Da qualche giorno, il personale dell’Asst Sette Laghi vede ridursi la complessità della situazione. Da novembre è stato impegnato su più fronti: ricoveri, tamponi, vaccinazioni. Tutti campi che esigevano presenza crescente. 

IL FRONTE SI ALLENTA MA E’ PRESTO PER TORNARE ALLA NORMALITA’

Superato il picco di contagi, ricoveri e vaccinazioni, l’organizzazione permette qualche cambiamento ma non ancora il ritorno al passato “normale”. «A mano a mano che si riduce il lavoro – spiega il dottor Maffioli – il personale rientra nella sua postazione. Stiamo approfittando di questo momento per lasciar riposare i dipendenti davvero molto affaticati. Stanno facendo un periodo di ferie a gruppi così, quando si riparte, è possibile ritornare a livelli di piena operatività».

Lorenzo Maffioli e bed manager

IN DICEMBRE LE SEDUTE CHIRURGICHE ERANO 230 SCESE A 140 DURANTE LA QUARTA ONDATA

Le liste d’attesa, soprattutto chirurgiche, si sono decisamente allungate a causa di questa quarta ondata. Ancora una volta, l’azienda ha fatto fronte a tutte le urgenze, ma dalle 230 sedute operatorie alla settimana garantite a inizio dicembre, si è scesi a 140. Dall’inizio di questa settimana, grazie alla chiusura di alcuni letti covid e al rallentamento della campana vaccinale, le sedute sono risalite a 170 in particolare hanno riaperto Luino ( 1 seduta programmata),  Varese ( 3) e a Tradate. 

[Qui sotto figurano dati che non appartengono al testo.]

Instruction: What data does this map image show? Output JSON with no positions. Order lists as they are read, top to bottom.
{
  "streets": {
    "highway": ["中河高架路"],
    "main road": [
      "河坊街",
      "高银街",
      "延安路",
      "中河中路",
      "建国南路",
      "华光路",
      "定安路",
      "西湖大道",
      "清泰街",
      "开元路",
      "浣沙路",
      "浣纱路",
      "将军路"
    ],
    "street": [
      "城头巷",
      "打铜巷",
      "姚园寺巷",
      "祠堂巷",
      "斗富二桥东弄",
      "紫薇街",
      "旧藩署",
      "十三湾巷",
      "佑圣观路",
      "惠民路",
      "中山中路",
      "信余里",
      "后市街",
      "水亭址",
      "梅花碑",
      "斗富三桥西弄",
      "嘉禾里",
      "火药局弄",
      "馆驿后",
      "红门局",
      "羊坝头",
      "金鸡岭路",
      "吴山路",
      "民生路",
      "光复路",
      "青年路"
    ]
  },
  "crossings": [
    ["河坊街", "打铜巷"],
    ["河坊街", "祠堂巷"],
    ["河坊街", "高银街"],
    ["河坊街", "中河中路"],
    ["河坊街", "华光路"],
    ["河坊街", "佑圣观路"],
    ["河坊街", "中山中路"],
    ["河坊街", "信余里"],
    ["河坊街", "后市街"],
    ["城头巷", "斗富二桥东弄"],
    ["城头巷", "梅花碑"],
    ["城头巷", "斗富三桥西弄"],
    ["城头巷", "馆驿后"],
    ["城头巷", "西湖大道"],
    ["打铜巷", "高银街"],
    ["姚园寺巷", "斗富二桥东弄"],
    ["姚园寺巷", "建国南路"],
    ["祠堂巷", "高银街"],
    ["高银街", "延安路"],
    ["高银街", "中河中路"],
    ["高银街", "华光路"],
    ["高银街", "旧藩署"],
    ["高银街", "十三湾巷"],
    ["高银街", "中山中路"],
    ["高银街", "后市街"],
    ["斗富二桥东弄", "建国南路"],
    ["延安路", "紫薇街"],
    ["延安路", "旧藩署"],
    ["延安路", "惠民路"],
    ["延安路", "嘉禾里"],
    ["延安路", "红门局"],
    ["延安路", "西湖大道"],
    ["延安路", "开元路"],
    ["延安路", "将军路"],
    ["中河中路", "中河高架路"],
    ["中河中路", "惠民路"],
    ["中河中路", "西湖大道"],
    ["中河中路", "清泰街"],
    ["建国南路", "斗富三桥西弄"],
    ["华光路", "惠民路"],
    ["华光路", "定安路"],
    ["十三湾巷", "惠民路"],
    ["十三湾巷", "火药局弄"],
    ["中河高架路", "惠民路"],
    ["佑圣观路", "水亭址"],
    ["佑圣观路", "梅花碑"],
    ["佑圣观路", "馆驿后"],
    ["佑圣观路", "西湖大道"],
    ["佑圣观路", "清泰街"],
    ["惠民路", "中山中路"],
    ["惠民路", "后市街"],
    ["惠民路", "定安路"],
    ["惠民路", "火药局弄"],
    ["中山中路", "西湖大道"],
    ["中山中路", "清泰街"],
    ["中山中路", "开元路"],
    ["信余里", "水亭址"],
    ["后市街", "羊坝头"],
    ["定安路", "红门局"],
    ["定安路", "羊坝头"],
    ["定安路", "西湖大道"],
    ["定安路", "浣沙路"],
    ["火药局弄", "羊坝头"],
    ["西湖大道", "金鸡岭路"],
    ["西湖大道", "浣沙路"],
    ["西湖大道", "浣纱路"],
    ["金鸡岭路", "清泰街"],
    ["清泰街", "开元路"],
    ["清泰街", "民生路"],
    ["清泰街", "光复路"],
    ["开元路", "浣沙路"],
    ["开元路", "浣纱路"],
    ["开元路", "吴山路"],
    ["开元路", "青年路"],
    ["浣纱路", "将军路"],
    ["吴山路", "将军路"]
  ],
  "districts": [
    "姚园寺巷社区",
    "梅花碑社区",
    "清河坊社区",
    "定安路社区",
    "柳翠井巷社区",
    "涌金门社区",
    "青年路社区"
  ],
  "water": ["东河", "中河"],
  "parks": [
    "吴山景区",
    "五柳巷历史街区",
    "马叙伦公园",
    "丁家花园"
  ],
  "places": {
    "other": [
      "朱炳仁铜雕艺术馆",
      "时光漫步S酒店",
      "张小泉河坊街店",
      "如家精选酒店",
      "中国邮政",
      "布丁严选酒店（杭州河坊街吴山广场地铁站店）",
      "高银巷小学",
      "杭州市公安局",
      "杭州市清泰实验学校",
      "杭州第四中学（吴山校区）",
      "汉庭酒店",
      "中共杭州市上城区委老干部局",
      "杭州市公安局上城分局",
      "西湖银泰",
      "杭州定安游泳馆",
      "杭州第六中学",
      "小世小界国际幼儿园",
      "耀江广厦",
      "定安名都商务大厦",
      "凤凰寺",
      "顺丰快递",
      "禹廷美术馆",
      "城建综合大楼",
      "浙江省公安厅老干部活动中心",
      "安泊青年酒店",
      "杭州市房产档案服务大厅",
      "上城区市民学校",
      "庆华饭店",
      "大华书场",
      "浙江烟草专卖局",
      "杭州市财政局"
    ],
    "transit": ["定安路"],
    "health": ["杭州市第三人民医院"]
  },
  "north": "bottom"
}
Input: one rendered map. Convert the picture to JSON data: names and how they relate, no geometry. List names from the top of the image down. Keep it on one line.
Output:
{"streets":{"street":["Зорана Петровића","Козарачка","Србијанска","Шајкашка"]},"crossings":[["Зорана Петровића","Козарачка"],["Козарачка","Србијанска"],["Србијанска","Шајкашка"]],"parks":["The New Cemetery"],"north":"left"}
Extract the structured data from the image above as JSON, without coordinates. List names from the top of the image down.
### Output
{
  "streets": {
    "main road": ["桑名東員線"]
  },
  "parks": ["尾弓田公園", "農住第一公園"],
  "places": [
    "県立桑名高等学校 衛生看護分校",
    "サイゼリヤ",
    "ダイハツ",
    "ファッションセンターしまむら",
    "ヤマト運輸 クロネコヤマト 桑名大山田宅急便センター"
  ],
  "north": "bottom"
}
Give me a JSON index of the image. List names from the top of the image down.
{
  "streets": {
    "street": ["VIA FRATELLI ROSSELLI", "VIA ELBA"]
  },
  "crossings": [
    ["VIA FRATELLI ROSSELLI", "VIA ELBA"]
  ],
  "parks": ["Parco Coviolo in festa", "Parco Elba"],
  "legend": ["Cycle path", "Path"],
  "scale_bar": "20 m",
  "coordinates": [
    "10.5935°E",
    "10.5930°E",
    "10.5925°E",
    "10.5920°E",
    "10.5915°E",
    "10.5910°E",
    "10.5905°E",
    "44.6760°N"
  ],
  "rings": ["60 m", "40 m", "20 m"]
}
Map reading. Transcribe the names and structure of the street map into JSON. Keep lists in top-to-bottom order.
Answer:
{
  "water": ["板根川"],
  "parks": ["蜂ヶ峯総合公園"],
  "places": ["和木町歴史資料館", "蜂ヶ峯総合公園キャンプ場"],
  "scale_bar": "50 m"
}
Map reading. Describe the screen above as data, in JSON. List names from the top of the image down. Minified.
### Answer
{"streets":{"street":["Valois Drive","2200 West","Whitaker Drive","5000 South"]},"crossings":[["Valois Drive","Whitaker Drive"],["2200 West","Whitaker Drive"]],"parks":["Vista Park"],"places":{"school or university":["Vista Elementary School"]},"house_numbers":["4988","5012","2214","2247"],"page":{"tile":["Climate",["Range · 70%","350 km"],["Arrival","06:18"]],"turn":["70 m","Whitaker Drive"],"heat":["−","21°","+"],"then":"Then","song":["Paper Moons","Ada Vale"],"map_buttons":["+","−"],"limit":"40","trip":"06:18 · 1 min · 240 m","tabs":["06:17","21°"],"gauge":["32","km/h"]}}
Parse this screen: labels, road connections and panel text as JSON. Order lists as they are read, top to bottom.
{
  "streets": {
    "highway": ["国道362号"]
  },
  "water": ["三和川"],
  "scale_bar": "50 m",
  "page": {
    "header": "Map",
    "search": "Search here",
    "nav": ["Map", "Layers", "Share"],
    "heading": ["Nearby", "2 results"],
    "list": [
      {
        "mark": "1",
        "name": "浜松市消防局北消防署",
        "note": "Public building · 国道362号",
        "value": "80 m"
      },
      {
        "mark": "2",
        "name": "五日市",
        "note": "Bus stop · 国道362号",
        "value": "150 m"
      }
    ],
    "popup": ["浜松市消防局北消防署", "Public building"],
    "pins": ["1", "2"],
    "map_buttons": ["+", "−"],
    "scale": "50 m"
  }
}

« I programmi sono già pronti, stilati dai singoli specialisti in base alla complessità e gravità del caso, sulla base delle indicazioni ministeriali – assicura il direttore sanitario – ma se la discesa dei casi Covid procede lentamente, i tempi per la ripartenza si allungano. Non dimentichiamo che la complessità dei letti “acuti” covid ha bisogno di presenza di personale superiore».

Lorenzo Maffioli e bed manager

LA CHIRURGIA DI ANGERA ATTENDE ANCORA

È tutto un gioco di incastri: « Al momento, la riapertura della chirurgia ad Angera non è ancora stata fissata, ma resta una delle nostre priorità. Con la presenza della chirurgia e dell’ortopedia le sale dovranno ripartire al Più presto». La data indicata è quella del primo di marzo anche se il dottor Maffioli spera di poter anticipare la riattivazione del blocco operatorio dell’Ondoli.

“SOLO” 150 ISCRITTI AL CONCORSO PER INFERMIERI

Il problema resta sempre e solo quello del personale: oggi i fondi a disposizione per pagare straordinari e sedute extra ci sono, ma mancano proprio i professionisti. Nonostante, da inizio pandemia, l’azienda abbia assunto circa 1000 dipendenti, le carenze rimangono a causa del turno over e dei pensionamenti: « Si sta per chiudere un nuovo concorso per infermieri – spiega il dottor Maffioli – ci son circa 150 iscritti. Ormai sono lontanissimi i tempi in cui si presentavano 1500 o 2000 candidati».

Alessandra Toni
alessandra.toni@varesenews.it

Sono una redattrice anziana, protagonista della grande crescita di questa testata. La nostra forza sono i lettori a cui chiediamo un patto di alleanza per continuare a crescere insieme.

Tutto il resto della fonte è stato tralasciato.